§ **PROBLEM DESCRIPTION**
Would it be possible to reproduce every entry exactly, please?

Extracted records
--- START ---

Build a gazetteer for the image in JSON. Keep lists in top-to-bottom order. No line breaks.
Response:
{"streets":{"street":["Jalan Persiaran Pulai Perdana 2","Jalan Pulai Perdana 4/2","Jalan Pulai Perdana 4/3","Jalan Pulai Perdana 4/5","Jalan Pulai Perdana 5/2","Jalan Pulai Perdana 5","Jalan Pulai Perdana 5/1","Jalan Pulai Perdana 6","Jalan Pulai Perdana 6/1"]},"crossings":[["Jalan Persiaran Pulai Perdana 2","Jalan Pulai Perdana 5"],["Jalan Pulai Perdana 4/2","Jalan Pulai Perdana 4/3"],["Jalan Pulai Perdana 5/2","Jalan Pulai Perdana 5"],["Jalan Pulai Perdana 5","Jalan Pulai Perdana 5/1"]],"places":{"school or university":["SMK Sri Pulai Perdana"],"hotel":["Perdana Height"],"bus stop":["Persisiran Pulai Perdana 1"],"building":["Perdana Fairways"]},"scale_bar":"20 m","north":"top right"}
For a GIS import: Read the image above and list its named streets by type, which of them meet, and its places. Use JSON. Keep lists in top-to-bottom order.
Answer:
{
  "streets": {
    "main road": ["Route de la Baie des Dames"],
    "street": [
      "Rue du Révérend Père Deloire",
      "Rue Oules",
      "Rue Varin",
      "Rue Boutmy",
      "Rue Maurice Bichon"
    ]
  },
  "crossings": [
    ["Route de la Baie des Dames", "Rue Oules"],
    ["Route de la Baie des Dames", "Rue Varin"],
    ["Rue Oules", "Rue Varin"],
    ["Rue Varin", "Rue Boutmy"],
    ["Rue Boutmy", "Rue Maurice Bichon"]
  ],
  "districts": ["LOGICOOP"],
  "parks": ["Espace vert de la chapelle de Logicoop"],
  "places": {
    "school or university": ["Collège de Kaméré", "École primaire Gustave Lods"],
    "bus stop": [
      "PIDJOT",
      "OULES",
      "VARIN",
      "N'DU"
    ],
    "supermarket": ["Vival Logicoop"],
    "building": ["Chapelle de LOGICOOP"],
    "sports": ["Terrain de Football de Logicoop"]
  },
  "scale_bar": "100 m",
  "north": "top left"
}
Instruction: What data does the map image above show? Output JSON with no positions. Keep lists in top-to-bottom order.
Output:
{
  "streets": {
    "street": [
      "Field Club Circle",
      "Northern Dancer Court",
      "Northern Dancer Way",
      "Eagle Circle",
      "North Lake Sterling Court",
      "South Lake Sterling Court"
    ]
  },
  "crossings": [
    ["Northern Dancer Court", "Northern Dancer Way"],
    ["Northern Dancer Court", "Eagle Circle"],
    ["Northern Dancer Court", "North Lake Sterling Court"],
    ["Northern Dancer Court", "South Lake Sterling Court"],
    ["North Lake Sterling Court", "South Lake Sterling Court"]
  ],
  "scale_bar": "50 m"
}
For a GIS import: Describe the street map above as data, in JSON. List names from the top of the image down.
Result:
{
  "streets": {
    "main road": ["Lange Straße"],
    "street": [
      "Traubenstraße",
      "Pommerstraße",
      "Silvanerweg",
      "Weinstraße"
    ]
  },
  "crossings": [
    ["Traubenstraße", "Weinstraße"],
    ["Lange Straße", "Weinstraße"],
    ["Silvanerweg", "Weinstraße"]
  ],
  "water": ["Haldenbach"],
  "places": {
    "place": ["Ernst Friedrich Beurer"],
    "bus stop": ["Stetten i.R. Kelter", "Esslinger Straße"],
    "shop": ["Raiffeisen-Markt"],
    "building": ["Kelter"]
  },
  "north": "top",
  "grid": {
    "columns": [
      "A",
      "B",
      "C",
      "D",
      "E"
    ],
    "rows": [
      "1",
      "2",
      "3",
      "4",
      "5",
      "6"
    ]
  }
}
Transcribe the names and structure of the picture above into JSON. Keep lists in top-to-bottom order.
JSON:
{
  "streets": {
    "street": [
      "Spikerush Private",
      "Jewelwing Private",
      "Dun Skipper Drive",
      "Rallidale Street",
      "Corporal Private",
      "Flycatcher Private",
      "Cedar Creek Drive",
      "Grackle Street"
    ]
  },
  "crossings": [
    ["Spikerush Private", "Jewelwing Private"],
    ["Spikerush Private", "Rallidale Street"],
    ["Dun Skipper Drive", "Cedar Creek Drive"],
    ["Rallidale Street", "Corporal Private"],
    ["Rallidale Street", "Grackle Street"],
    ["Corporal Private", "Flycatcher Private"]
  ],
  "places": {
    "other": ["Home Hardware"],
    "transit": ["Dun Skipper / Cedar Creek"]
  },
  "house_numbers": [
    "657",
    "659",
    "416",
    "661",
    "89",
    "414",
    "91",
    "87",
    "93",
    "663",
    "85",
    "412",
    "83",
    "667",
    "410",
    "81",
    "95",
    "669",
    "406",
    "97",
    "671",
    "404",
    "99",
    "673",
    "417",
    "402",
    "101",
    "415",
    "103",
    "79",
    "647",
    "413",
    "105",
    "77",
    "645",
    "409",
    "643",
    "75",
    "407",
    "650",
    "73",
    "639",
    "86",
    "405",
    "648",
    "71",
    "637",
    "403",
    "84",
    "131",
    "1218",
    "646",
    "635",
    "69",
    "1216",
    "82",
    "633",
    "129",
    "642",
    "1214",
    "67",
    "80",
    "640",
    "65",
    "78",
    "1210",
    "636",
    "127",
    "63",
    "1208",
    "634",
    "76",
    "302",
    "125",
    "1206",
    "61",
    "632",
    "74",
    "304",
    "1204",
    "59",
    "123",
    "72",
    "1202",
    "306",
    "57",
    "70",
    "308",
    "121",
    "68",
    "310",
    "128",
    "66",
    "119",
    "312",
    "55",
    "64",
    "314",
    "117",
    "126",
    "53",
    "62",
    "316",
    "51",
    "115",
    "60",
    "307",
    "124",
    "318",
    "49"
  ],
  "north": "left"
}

--- END ---

§ **ANSWER**
Build a gazetteer for the image in JSON. Keep lists in top-to-bottom order. No line breaks.
Response:
{"streets":{"street":["Jalan Persiaran Pulai Perdana 2","Jalan Pulai Perdana 4/2","Jalan Pulai Perdana 4/3","Jalan Pulai Perdana 4/5","Jalan Pulai Perdana 5/2","Jalan Pulai Perdana 5","Jalan Pulai Perdana 5/1","Jalan Pulai Perdana 6","Jalan Pulai Perdana 6/1"]},"crossings":[["Jalan Persiaran Pulai Perdana 2","Jalan Pulai Perdana 5"],["Jalan Pulai Perdana 4/2","Jalan Pulai Perdana 4/3"],["Jalan Pulai Perdana 5/2","Jalan Pulai Perdana 5"],["Jalan Pulai Perdana 5","Jalan Pulai Perdana 5/1"]],"places":{"school or university":["SMK Sri Pulai Perdana"],"hotel":["Perdana Height"],"bus stop":["Persisiran Pulai Perdana 1"],"building":["Perdana Fairways"]},"scale_bar":"20 m","north":"top right"}
For a GIS import: Read the image above and list its named streets by type, which of them meet, and its places. Use JSON. Keep lists in top-to-bottom order.
Answer:
{
  "streets": {
    "main road": ["Route de la Baie des Dames"],
    "street": [
      "Rue du Révérend Père Deloire",
      "Rue Oules",
      "Rue Varin",
      "Rue Boutmy",
      "Rue Maurice Bichon"
    ]
  },
  "crossings": [
    ["Route de la Baie des Dames", "Rue Oules"],
    ["Route de la Baie des Dames", "Rue Varin"],
    ["Rue Oules", "Rue Varin"],
    ["Rue Varin", "Rue Boutmy"],
    ["Rue Boutmy", "Rue Maurice Bichon"]
  ],
  "districts": ["LOGICOOP"],
  "parks": ["Espace vert de la chapelle de Logicoop"],
  "places": {
    "school or university": ["Collège de Kaméré", "École primaire Gustave Lods"],
    "bus stop": [
      "PIDJOT",
      "OULES",
      "VARIN",
      "N'DU"
    ],
    "supermarket": ["Vival Logicoop"],
    "building": ["Chapelle de LOGICOOP"],
    "sports": ["Terrain de Football de Logicoop"]
  },
  "scale_bar": "100 m",
  "north": "top left"
}
Instruction: What data does the map image above show? Output JSON with no positions. Keep lists in top-to-bottom order.
Output:
{
  "streets": {
    "street": [
      "Field Club Circle",
      "Northern Dancer Court",
      "Northern Dancer Way",
      "Eagle Circle",
      "North Lake Sterling Court",
      "South Lake Sterling Court"
    ]
  },
  "crossings": [
    ["Northern Dancer Court", "Northern Dancer Way"],
    ["Northern Dancer Court", "Eagle Circle"],
    ["Northern Dancer Court", "North Lake Sterling Court"],
    ["Northern Dancer Court", "South Lake Sterling Court"],
    ["North Lake Sterling Court", "South Lake Sterling Court"]
  ],
  "scale_bar": "50 m"
}
For a GIS import: Describe the street map above as data, in JSON. List names from the top of the image down.
Result:
{
  "streets": {
    "main road": ["Lange Straße"],
    "street": [
      "Traubenstraße",
      "Pommerstraße",
      "Silvanerweg",
      "Weinstraße"
    ]
  },
  "crossings": [
    ["Traubenstraße", "Weinstraße"],
    ["Lange Straße", "Weinstraße"],
    ["Silvanerweg", "Weinstraße"]
  ],
  "water": ["Haldenbach"],
  "places": {
    "place": ["Ernst Friedrich Beurer"],
    "bus stop": ["Stetten i.R. Kelter", "Esslinger Straße"],
    "shop": ["Raiffeisen-Markt"],
    "building": ["Kelter"]
  },
  "north": "top",
  "grid": {
    "columns": [
      "A",
      "B",
      "C",
      "D",
      "E"
    ],
    "rows": [
      "1",
      "2",
      "3",
      "4",
      "5",
      "6"
    ]
  }
}
Transcribe the names and structure of the picture above into JSON. Keep lists in top-to-bottom order.
JSON:
{
  "streets": {
    "street": [
      "Spikerush Private",
      "Jewelwing Private",
      "Dun Skipper Drive",
      "Rallidale Street",
      "Corporal Private",
      "Flycatcher Private",
      "Cedar Creek Drive",
      "Grackle Street"
    ]
  },
  "crossings": [
    ["Spikerush Private", "Jewelwing Private"],
    ["Spikerush Private", "Rallidale Street"],
    ["Dun Skipper Drive", "Cedar Creek Drive"],
    ["Rallidale Street", "Corporal Private"],
    ["Rallidale Street", "Grackle Street"],
    ["Corporal Private", "Flycatcher Private"]
  ],
  "places": {
    "other": ["Home Hardware"],
    "transit": ["Dun Skipper / Cedar Creek"]
  },
  "house_numbers": [
    "657",
    "659",
    "416",
    "661",
    "89",
    "414",
    "91",
    "87",
    "93",
    "663",
    "85",
    "412",
    "83",
    "667",
    "410",
    "81",
    "95",
    "669",
    "406",
    "97",
    "671",
    "404",
    "99",
    "673",
    "417",
    "402",
    "101",
    "415",
    "103",
    "79",
    "647",
    "413",
    "105",
    "77",
    "645",
    "409",
    "643",
    "75",
    "407",
    "650",
    "73",
    "639",
    "86",
    "405",
    "648",
    "71",
    "637",
    "403",
    "84",
    "131",
    "1218",
    "646",
    "635",
    "69",
    "1216",
    "82",
    "633",
    "129",
    "642",
    "1214",
    "67",
    "80",
    "640",
    "65",
    "78",
    "1210",
    "636",
    "127",
    "63",
    "1208",
    "634",
    "76",
    "302",
    "125",
    "1206",
    "61",
    "632",
    "74",
    "304",
    "1204",
    "59",
    "123",
    "72",
    "1202",
    "306",
    "57",
    "70",
    "308",
    "121",
    "68",
    "310",
    "128",
    "66",
    "119",
    "312",
    "55",
    "64",
    "314",
    "117",
    "126",
    "53",
    "62",
    "316",
    "51",
    "115",
    "60",
    "307",
    "124",
    "318",
    "49"
  ],
  "north": "left"
}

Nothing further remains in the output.